Но сейчас в аудитории молодежи почти не было, она состояла из евреев, а не израильтян. В ней сидели те, кто выжил, люди средних лет и старики, иммигранты из Европы, подобные мне, которые прекрасно знали все, что надо знать, у которых не было желания зубрить новые уроки и которым, чтобы прийти к собственным выводам, не нужно было никакого процесса. Свидетели шли чередою, и новые ужасы добавлялись к ужасам, ус-лышанным ранее, и они сидели здесь, среди людей, и внимали рассказам, которые вряд ли были бы в силах вынести, сиди они с рассказчиком наедине. И чем полнее раскрывалась панорама «катастрофы, постигшей еврейский народ этого поколения», чем пламеннее звучала риторика господина Хаузнера, тем бледнее и призрачней становилась заключенная в стеклянную будку фигура, и даже крик и жест указующий: «Вот оно, чудовище, это все сотворившее!» — не могли бы вернуть ее к жизни.

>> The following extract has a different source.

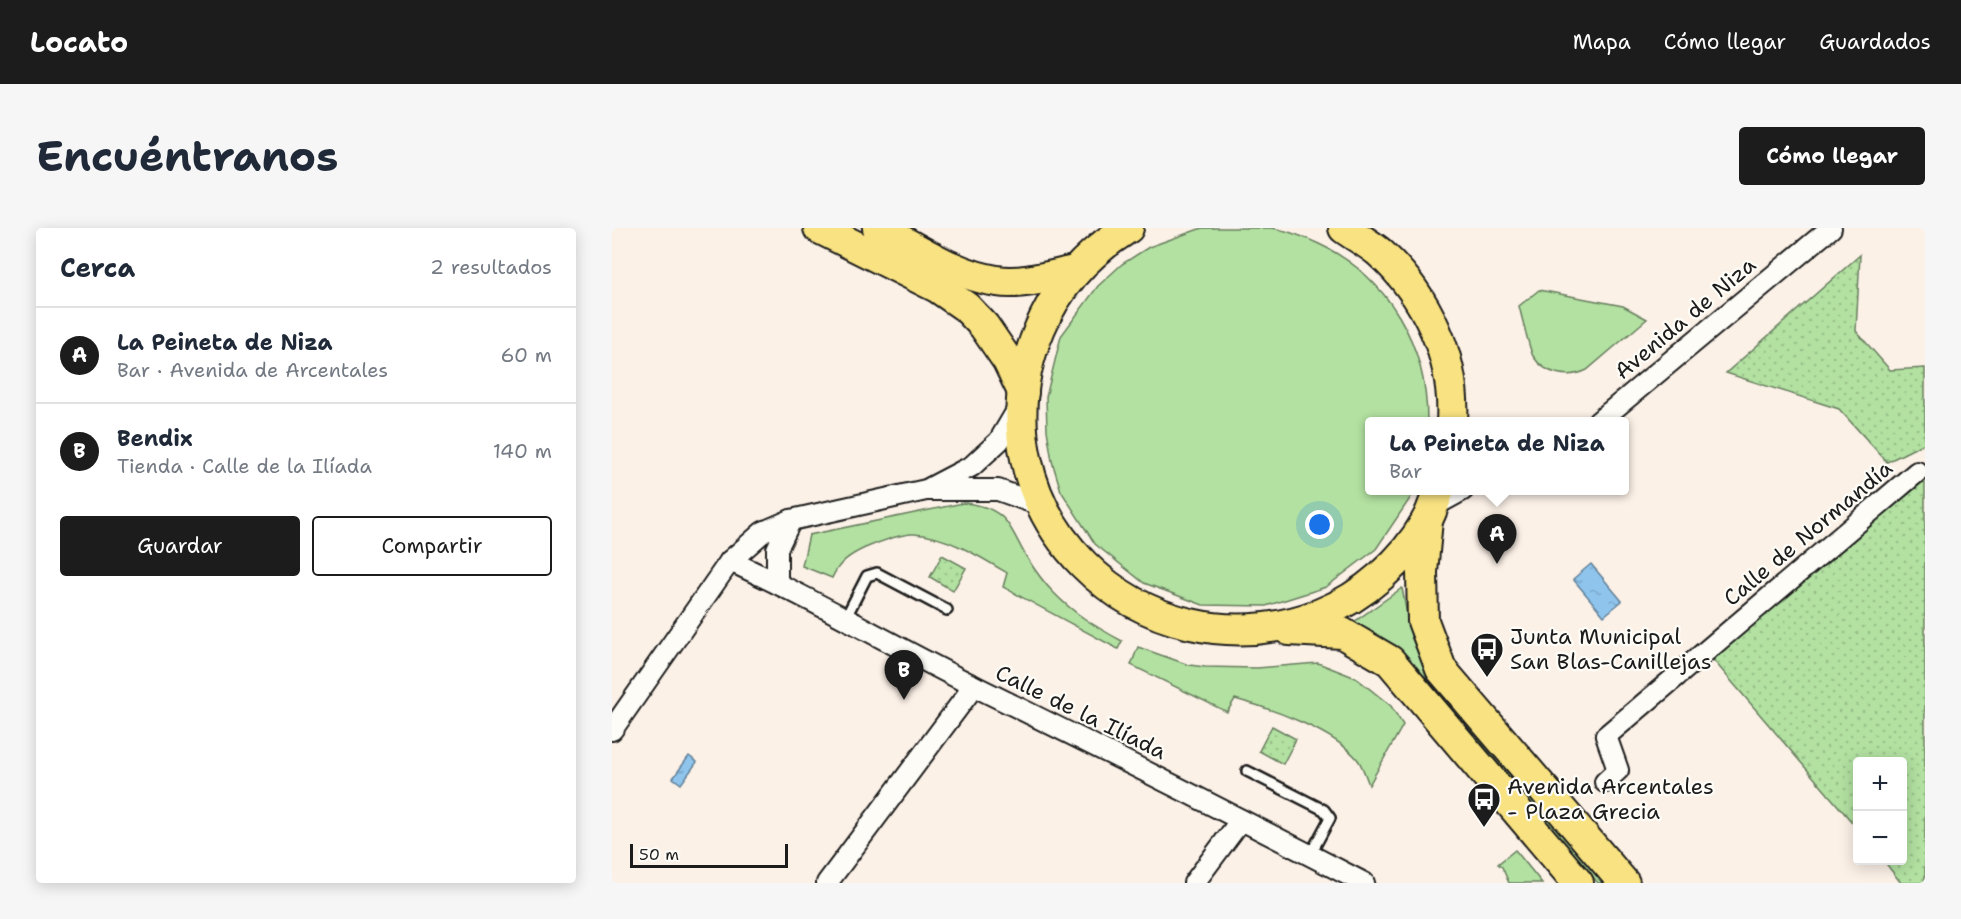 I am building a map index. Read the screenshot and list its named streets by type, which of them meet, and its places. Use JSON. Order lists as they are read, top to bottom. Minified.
{"streets":{"street":["Avenida de Niza","Calle de Normandía","Calle de la Ilíada"]},"places":{"bus stop":["Junta Municipal San Blas-Canillejas","Avenida Arcentales - Plaza Grecia"]},"scale_bar":"50 m","page":{"header":"Locato","nav":["Mapa","Cómo llegar","Guardados"],"buttons":["Cómo llegar",["Guardar","Compartir"]],"title":"Encuéntranos","heading":["Cerca","2 resultados"],"list":[{"mark":"A","name":"La Peineta de Niza","note":"Bar · Avenida de Arcentales","value":"60 m"},{"mark":"B","name":"Bendix","note":"Tienda · Calle de la Ilíada","value":"140 m"}],"popup":["La Peineta de Niza","Bar"],"pins":["A","B"],"map_buttons":["+","−"],"scale":"50 m"}}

Театральный аспект процесса рухнул под тяжестью зверств, от которых волосы встают дыбом. Да, процесс напоминал пьесу, но только в конце и в начале и ролью, которую играл в ней исполнитель, но не жертва. Процесс показательный более, чем процесс обычный, нуждается в четком определении того, что совершено, и того, как это было совершено. В центре процесса может быть только тот, кто все и совершил — именно в этом отношении он подобен герою пьесы, — и если он страдает, то страдать он должен за свои деяния, а не за то, что причинил страдания другим. Никто не понимал этого лучше председателя суда, на чьих глазах процесс начал превращаться в чертово шоу, «в корабль без руля и ветрил». Но если его попытки не допустить этого оканчивались провалом, провал этот, как ни странно, был отчасти результатом ошибок защиты, поскольку адвокат довольно редко поднимался, чтобы оспорить чье-либо показание, каким бы не относящимся к делу или несущественным оно ни было. Доктор Сервациус, как все без исключения к нему обращались, был чуть решительнее, когда дело касалось представленных документов, а самое впечатляющее из его редких высту-плений состоялось, когда обвинитель представил в качестве улики дневники Ганса Франка, бывшего генерал-губернатора Польши и одного из главных военных преступников, повешенных в Нюрнберге. «У меня лишь один вопрос. Упоминается ли имя Адольфа Эйхмана, имя ответчика, в каком-либо из этих двадцати девяти томов [на самом деле томов было тридцать восемь]?.. Имя Адольфа Эйхмана ни в одном из этих двадцати девяти томов не упоминается… Спасибо, больше вопросов нет».